Let me pour out the gushing fountain of my own heart to secure my own rights, and I am content.
I want no liberty but my own,
achieved by my own exertions and purchased by my own blood.
Call me not a blind enthusiast.
Does love of country need a stimulant to call it into action?
Must reason be dethroned that the fires of patriotism may be aroused?
No idle dream of fame, no slavish love of money actuates me. All I ask is to fight for my country.
I want no remuneration.
Give me a few tattered rags to hide my nakedness, a crust to appease the gnawings of hunger, and Liberty, and I am happy.
You want me to continue to my studies.--Do you suppose I can forget a bleeding country and devote my time and attention to the study of the law?

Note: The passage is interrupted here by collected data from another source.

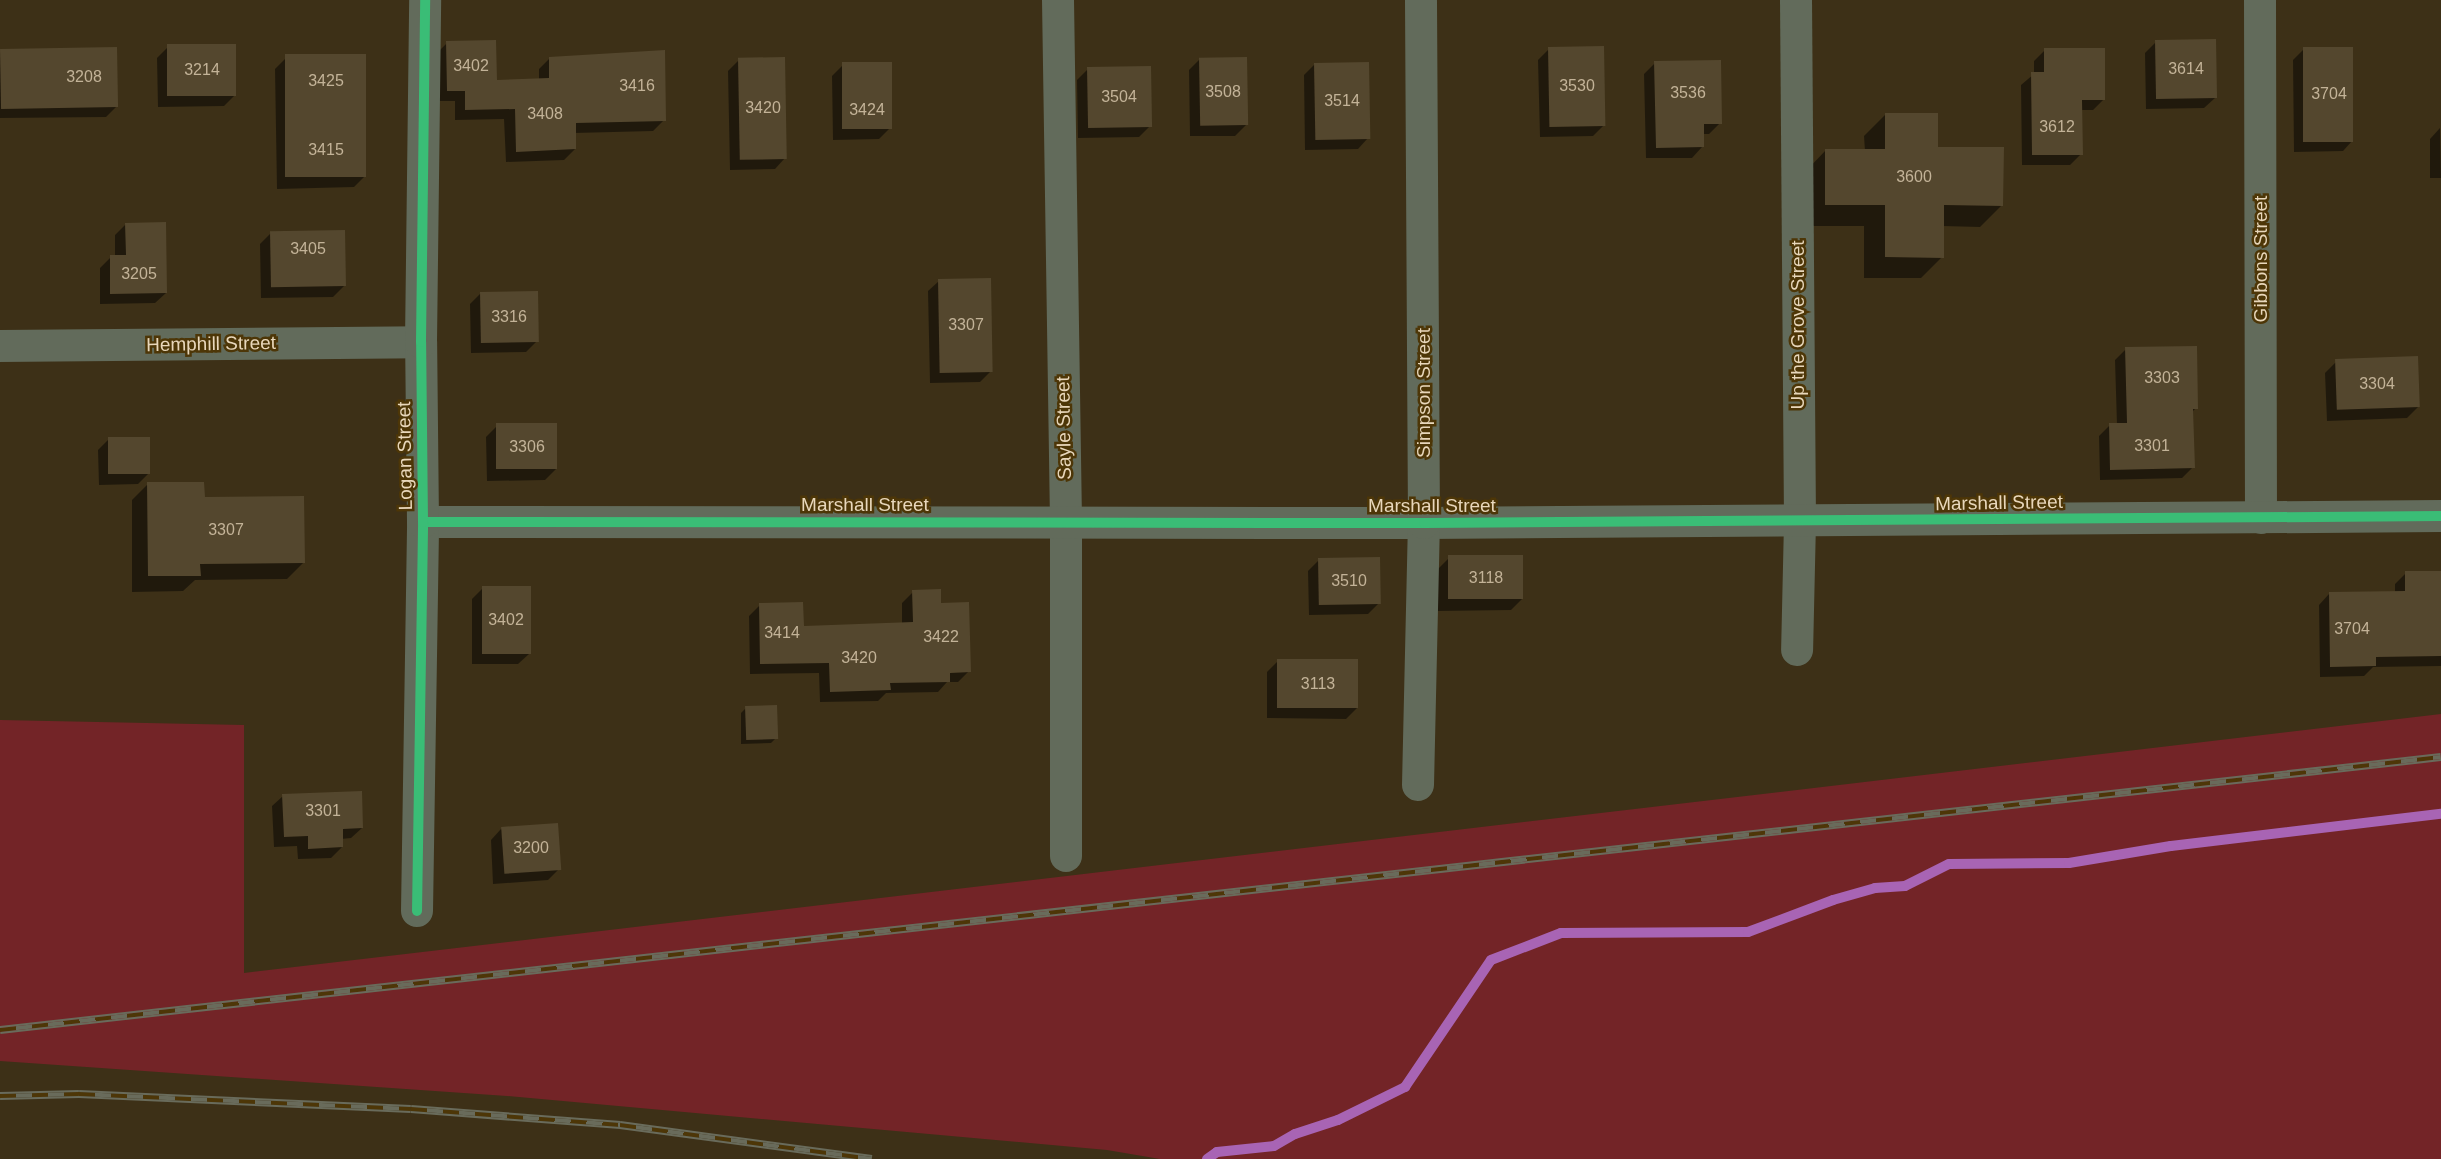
<!DOCTYPE html>
<html>
<head>
<meta charset="utf-8">
<style>
	body { margin:0 }
	#map { position:relative; width:2441px; height:1159px; overflow:hidden; background:#3d3017; font-family:Arial,sans-serif }
	div>[style] { position:absolute }
	[style*='--x'] { left:calc(var(--x)*1px); top:calc(var(--y)*1px); width:calc(var(--w)*1px); rotate:calc(var(--a)*1deg) }
	.green>* { inset:0; background:#732427 }
	.shadow>* { inset:0; background:#0007 }
	.stream>* { height:10px; margin:-5px; padding:0 5px; transform-origin:5px; border-radius:5px; background:#a864b4 }
	.building>* { inset:0; background:#54472e; transform-origin:0 0 }
	.street>* { height:32px; margin:-16px; padding:0 16px; transform-origin:16px; border-radius:16px; background:#626b5b }
	.rail>* { height:8px; margin-top:-4px; transform-origin:0; background:repeating-linear-gradient(90deg,#4d3607 0 16px,#696b5b 0 32px); box-sizing:border-box; border-block:2px solid #696b5b }
	.cycleway>* { height:10px; margin:-5px; padding:0 5px; transform-origin:5px; border-radius:5px; background:#3abd76 }
	span { translate:-50% -50%; white-space:nowrap; text-align:center; line-height:1.15; -webkit-text-stroke:5px #4d3607; paint-order:stroke }
	.number-label { font-size:16px; color:#c3b398 }
	.number-label span { -webkit-text-stroke-width:0 }
	.street-label { font-size:19px; color:#e8d7bb }
</style>
</head>
<body>
<div id="map">
	<div class="green">
		<i style="clip-path:polygon(2441px 714px,2441px 1159px,1160px 1159px,1107px 1150px,507px 1096px,0 1061px,0 720px,244px 725px,244px 973px)"></i>
	</div>
	<div class="shadow">
		<i style="clip-path:polygon(2156px 42px,2215px 98px,2204px 108px,2146px 109px,2145px 53px)"></i>
		<i style="clip-path:polygon(447px 43px,495px 82px,539px 80px,539px 69px,550px 58px,663px 52px,664px 120px,653px 131px,574px 133px,575px 149px,564px 160px,506px 162px,504px 119px,455px 120px,455px 101px,437px 101px,436px 54px)"></i>
		<i style="clip-path:polygon(168px 47px,235px 95px,224px 106px,158px 107px,157px 58px)"></i>
		<i style="clip-path:polygon(1549px 49px,1604px 125px,1593px 136px,1540px 137px,1538px 60px)"></i>
		<i style="clip-path:polygon(2304px 49px,2353px 140px,2343px 151px,2294px 152px,2293px 60px)"></i>
		<i style="clip-path:polygon(2045px 50px,2104px 99px,2093px 110px,2081px 110px,2081px 154px,2070px 165px,2022px 165px,2021px 85px,2034px 74px,2034px 61px)"></i>
		<i style="clip-path:polygon(0 52px,117px 106px,106px 117px,0 118px)"></i>
		<i style="clip-path:polygon(286px 58px,365px 176px,354px 187px,277px 189px,275px 69px)"></i>
		<i style="clip-path:polygon(1200px 59px,1246px 125px,1235px 136px,1190px 136px,1189px 70px)"></i>
		<i style="clip-path:polygon(739px 60px,785px 158px,775px 169px,730px 170px,728px 71px)"></i>
		<i style="clip-path:polygon(1655px 63px,1720px 123px,1709px 134px,1702px 134px,1702px 147px,1692px 158px,1646px 158px,1644px 74px)"></i>
		<i style="clip-path:polygon(1315px 64px,1368px 138px,1358px 149px,1305px 150px,1304px 75px)"></i>
		<i style="clip-path:polygon(843px 65px,890px 128px,879px 139px,833px 140px,832px 76px)"></i>
		<i style="clip-path:polygon(1088px 69px,1150px 126px,1139px 137px,1078px 138px,1077px 80px)"></i>
		<i style="clip-path:polygon(1886px 114px,1937px 148px,2002px 205px,1980px 227px,1942px 226px,1942px 257px,1921px 278px,1864px 278px,1864px 226px,1805px 226px,1805px 172px,1826px 150px,1865px 151px,1864px 136px)"></i>
		<i style="clip-path:polygon(2440px 128px,2441px 178px,2430px 178px,2430px 139px)"></i>
		<i style="clip-path:polygon(126px 224px,166px 293px,155px 303px,100px 304px,100px 268px,111px 257px,115px 257px,115px 235px)"></i>
		<i style="clip-path:polygon(271px 233px,344px 286px,333px 297px,261px 298px,260px 244px)"></i>
		<i style="clip-path:polygon(939px 281px,991px 371px,980px 382px,930px 383px,928px 291px)"></i>
		<i style="clip-path:polygon(481px 293px,537px 341px,526px 352px,471px 353px,470px 304px)"></i>
		<i style="clip-path:polygon(2126px 349px,2196px 408px,2192px 412px,2193px 467px,2182px 478px,2100px 480px,2099px 436px,2110px 425px,2117px 425px,2115px 360px)"></i>
		<i style="clip-path:polygon(2336px 362px,2418px 407px,2407px 418px,2327px 421px,2325px 373px)"></i>
		<i style="clip-path:polygon(497px 426px,556px 469px,545px 480px,487px 481px,486px 437px)"></i>
		<i style="clip-path:polygon(109px 439px,148px 474px,138px 484px,99px 485px,98px 450px)"></i>
		<i style="clip-path:polygon(148px 484px,203px 499px,303px 563px,287px 579px,195px 580px,183px 591px,132px 592px,132px 500px)"></i>
		<i style="clip-path:polygon(1449px 558px,1522px 599px,1511px 610px,1438px 611px,1438px 569px)"></i>
		<i style="clip-path:polygon(1319px 560px,1379px 603px,1368px 614px,1309px 615px,1308px 571px)"></i>
		<i style="clip-path:polygon(2441px 572px,2441px 666px,2373px 667px,2364px 676px,2320px 677px,2319px 605px,2329px 594px,2395px 593px,2395px 584px,2406px 573px)"></i>
		<i style="clip-path:polygon(483px 588px,529px 654px,518px 664px,472px 664px,472px 599px)"></i>
		<i style="clip-path:polygon(913px 592px,939px 604px,969px 671px,958px 682px,947px 682px,938px 692px,886px 693px,878px 701px,820px 702px,819px 673px,750px 674px,749px 616px,760px 605px,802px 628px,902px 624px,902px 603px)"></i>
		<i style="clip-path:polygon(1278px 661px,1357px 708px,1346px 719px,1267px 718px,1267px 672px)"></i>
		<i style="clip-path:polygon(746px 708px,776px 738px,771px 743px,741px 744px,741px 713px)"></i>
		<i style="clip-path:polygon(283px 796px,362px 828px,351px 838px,341px 839px,342px 847px,331px 858px,298px 859px,297px 846px,274px 847px,272px 806px)"></i>
		<i style="clip-path:polygon(501px 829px,559px 869px,548px 880px,493px 884px,491px 840px)"></i>
	</div>
	<div class="stream">
		<i style="--x:1207;--y:1159;--w:12;--a:-35"></i>
		<i style="--x:1217;--y:1152;--w:57;--a:-6"></i>
		<i style="--x:1274;--y:1146;--w:24;--a:-30"></i>
		<i style="--x:1295;--y:1134;--w:45;--a:-18"></i>
		<i style="--x:1338;--y:1120;--w:75;--a:-26.2"></i>
		<i style="--x:1405;--y:1087;--w:153;--a:-55.9"></i>
		<i style="--x:1491;--y:960;--w:75;--a:-21.1"></i>
		<i style="--x:1561;--y:933;--w:187;--a:-0.3"></i>
		<i style="--x:1748;--y:932;--w:91;--a:-20.6"></i>
		<i style="--x:1833;--y:900;--w:44;--a:-15.9"></i>
		<i style="--x:1875;--y:888;--w:30;--a:-4"></i>
		<i style="--x:1905;--y:886;--w:49;--a:-26.6"></i>
		<i style="--x:1949;--y:864;--w:120;--a:-0.5"></i>
		<i style="--x:2069;--y:863;--w:103;--a:-9.5"></i>
		<i style="--x:2171;--y:846;--w:272;--a:-6.8"></i>
	</div>
	<div class="building">
		<i style="left:2216px;top:39px;width:59px;height:61px;rotate:89deg"></i>
		<i style="clip-path:polygon(496px 40px,497px 80px,549px 78px,549px 57px,665px 50px,666px 121px,576px 123px,576px 149px,516px 152px,515px 109px,465px 110px,465px 91px,447px 91px,446px 41px)"></i>
		<i style="left:236px;top:44px;width:52px;height:69px;rotate:90deg"></i>
		<i style="left:1604px;top:46px;width:80px;height:56px;rotate:89deg"></i>
		<i style="left:117px;top:47px;width:60px;height:117px;rotate:89deg"></i>
		<i style="left:2303px;top:47px;width:50px;height:95px"></i>
		<i style="clip-path:polygon(2044px 48px,2105px 48px,2105px 100px,2082px 100px,2083px 155px,2032px 155px,2031px 72px,2044px 72px)"></i>
		<i style="left:366px;top:54px;width:123px;height:81px;rotate:90deg"></i>
		<i style="left:785px;top:57px;width:102px;height:47px;rotate:89deg"></i>
		<i style="left:1247px;top:57px;width:68px;height:48px;rotate:89deg"></i>
		<i style="clip-path:polygon(1721px 60px,1722px 124px,1704px 124px,1704px 147px,1656px 148px,1654px 61px)"></i>
		<i style="left:892px;top:62px;width:67px;height:50px;rotate:90deg"></i>
		<i style="left:1369px;top:62px;width:77px;height:55px;rotate:89deg"></i>
		<i style="left:1151px;top:66px;width:61px;height:64px;rotate:89deg"></i>
		<i style="clip-path:polygon(1885px 113px,1938px 113px,1938px 147px,2004px 147px,2003px 206px,1944px 205px,1944px 258px,1885px 257px,1885px 205px,1825px 205px,1825px 149px,1885px 149px)"></i>
		<i style="clip-path:polygon(166px 222px,167px 293px,110px 294px,110px 255px,126px 255px,125px 223px)"></i>
		<i style="left:345px;top:230px;width:56px;height:75px;rotate:89deg"></i>
		<i style="left:991px;top:278px;width:94px;height:53px;rotate:89deg"></i>
		<i style="left:538px;top:291px;width:51px;height:58px;rotate:89deg"></i>
		<i style="clip-path:polygon(2197px 346px,2198px 409px,2193px 409px,2195px 468px,2110px 470px,2109px 423px,2127px 423px,2125px 347px)"></i>
		<i style="left:2418px;top:356px;width:51px;height:83px;rotate:88deg"></i>
		<i style="left:557px;top:423px;width:46px;height:61px;rotate:90deg"></i>
		<i style="left:150px;top:437px;width:37px;height:42px;rotate:90deg"></i>
		<i style="clip-path:polygon(147px 482px,204px 482px,205px 497px,304px 496px,305px 563px,200px 564px,201px 576px,148px 576px)"></i>
		<i style="left:1523px;top:555px;width:44px;height:75px;rotate:90deg"></i>
		<i style="left:1380px;top:557px;width:47px;height:62px;rotate:89deg"></i>
		<i style="clip-path:polygon(2405px 571px,2441px 571px,2441px 656px,2376px 657px,2376px 666px,2330px 667px,2329px 592px,2405px 591px)"></i>
		<i style="left:482px;top:586px;width:49px;height:68px"></i>
		<i style="clip-path:polygon(941px 589px,941px 603px,969px 602px,971px 672px,950px 673px,950px 682px,890px 683px,891px 690px,830px 692px,829px 663px,760px 664px,759px 603px,803px 602px,804px 626px,913px 622px,912px 590px)"></i>
		<i style="left:1277px;top:659px;width:81px;height:49px"></i>
		<i style="left:777px;top:705px;width:34px;height:32px;rotate:88deg"></i>
		<i style="clip-path:polygon(362px 791px,363px 828px,343px 829px,343px 847px,308px 849px,308px 836px,284px 837px,282px 794px)"></i>
		<i style="left:558px;top:823px;width:47px;height:57px;rotate:86deg"></i>
	</div>
	<div class="street">
		<i style="--x:1058;--y:0;--w:523;--a:89.12"></i>
		<i style="--x:1066;--y:523;--w:333;--a:90"></i>
		<i style="--x:1796;--y:0;--w:522;--a:89.56"></i>
		<i style="--x:1800;--y:522;--w:128;--a:91.3"></i>
		<i style="--x:2260;--y:0;--w:518;--a:89.89"></i>
		<i style="--x:0;--y:346;--w:421;--a:-0.5"></i>
		<i style="--x:423;--y:522;--w:1001;--a:0.06"></i>
		<i style="--x:1424;--y:523;--w:1017;--a:-0.39"></i>
		<i style="--x:1418;--y:785;--w:262;--a:-88.7"></i>
		<i style="--x:1424;--y:523;--w:523;--a:-90.33"></i>
		<i style="--x:417;--y:911;--w:389;--a:-89.1"></i>
		<i style="--x:423;--y:522;--w:180;--a:-90.6"></i>
		<i style="--x:421;--y:342;--w:342;--a:-89.3"></i>
	</div>
	<div class="rail">
		<i style="--x:0;--y:1030;--w:2456;--a:-6.38"></i>
		<i style="--x:0;--y:1096;--w:79;--a:-1.5"></i>
		<i style="--x:79;--y:1094;--w:332;--a:2.6"></i>
		<i style="--x:411;--y:1109;--w:210;--a:4.4"></i>
		<i style="--x:620;--y:1125;--w:254;--a:7.7"></i>
	</div>
	<div class="cycleway">
		<i style="--x:423;--y:522;--w:1001;--a:0.06"></i>
		<i style="--x:1424;--y:523;--w:1017;--a:-0.39"></i>
		<i style="--x:417;--y:911;--w:389;--a:-89.1"></i>
		<i style="--x:423;--y:522;--w:180;--a:-90.6"></i>
		<i style="--x:421;--y:342;--w:342;--a:-89.3"></i>
	</div>
	<div class="number-label">
		<span style="left:471px;top:66px">3402</span>
		<span style="left:2186px;top:69px">3614</span>
		<span style="left:202px;top:70px">3214</span>
		<span style="left:84px;top:77px">3208</span>
		<span style="left:326px;top:81px">3425</span>
		<span style="left:637px;top:86px">3416</span>
		<span style="left:1577px;top:86px">3530</span>
		<span style="left:1223px;top:92px">3508</span>
		<span style="left:1688px;top:93px">3536</span>
		<span style="left:2329px;top:94px">3704</span>
		<span style="left:1119px;top:97px">3504</span>
		<span style="left:1342px;top:101px">3514</span>
		<span style="left:763px;top:108px">3420</span>
		<span style="left:867px;top:110px">3424</span>
		<span style="left:545px;top:114px">3408</span>
		<span style="left:2057px;top:127px">3612</span>
		<span style="left:326px;top:150px">3415</span>
		<span style="left:1914px;top:177px">3600</span>
		<span style="left:308px;top:249px">3405</span>
		<span style="left:139px;top:274px">3205</span>
		<span style="left:509px;top:317px">3316</span>
		<span style="left:966px;top:325px">3307</span>
		<span style="left:2162px;top:378px">3303</span>
		<span style="left:2377px;top:384px">3304</span>
		<span style="left:2152px;top:446px">3301</span>
		<span style="left:527px;top:447px">3306</span>
		<span style="left:226px;top:530px">3307</span>
		<span style="left:1486px;top:578px">3118</span>
		<span style="left:1349px;top:581px">3510</span>
		<span style="left:506px;top:620px">3402</span>
		<span style="left:2352px;top:629px">3704</span>
		<span style="left:782px;top:633px">3414</span>
		<span style="left:941px;top:637px">3422</span>
		<span style="left:859px;top:658px">3420</span>
		<span style="left:1318px;top:684px">3113</span>
		<span style="left:323px;top:811px">3301</span>
		<span style="left:531px;top:848px">3200</span>
	</div>
	<div class="street-label">
		<span style="left:2261px;top:259px;rotate:-90deg">Gibbons Street</span>
		<span style="left:1798px;top:325px;rotate:-90deg">Up the Grove Street</span>
		<span style="left:211px;top:344px;rotate:-1deg">Hemphill Street</span>
		<span style="left:1424px;top:393px;rotate:-90deg">Simpson Street</span>
		<span style="left:1064px;top:428px;rotate:-91deg">Sayle Street</span>
		<span style="left:405px;top:456px;rotate:-91deg">Logan Street</span>
		<span style="left:1999px;top:503px;rotate:-1deg">Marshall Street</span>
		<span style="left:865px;top:505px">Marshall Street</span>
		<span style="left:1432px;top:506px">Marshall Street</span>
	</div>
</div>
</body>
</html>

Impossible! I sometimes take up my books, determined to forget everything else, but, soon my mind is wandering over the plains of the Old Dominion, and, in my imagination, I hear the thunder of cannon on our borders, and I see the smoke of battle ascend in dense columns towards Heaven, and books, home, self, are all forgotten, and I long for the hour of departure to arrive.
I know it will wring my heart to bid you perhaps a last farewell.
Were I the only one to regret my leaving, I could go without a sigh; but to see my friends in tears is too much for me. Every day I think of that sad, sad hour, and my heart swells with grief; tears flow unrestrained.
I sit down sometimes in my room, at the lone hour of the night, when all eyes save those of an all seeing God are closed in sleep, sometimes in the depths of the forest beneath the overshadowing branches of some monarch of the woods, and give vent to the long pent-up feelings of my heart.
Do not, however, suppose that this or anything else will keep up from going. "Tell mother to make what clothes she wants me to have.--We expect to start in two or three weeks.
Now, father, let me entreat you, with all the earnestness of my heart, to give your consent willingly, and a father's parting blessing.
I cannot go without them; I cannot live and stay at home.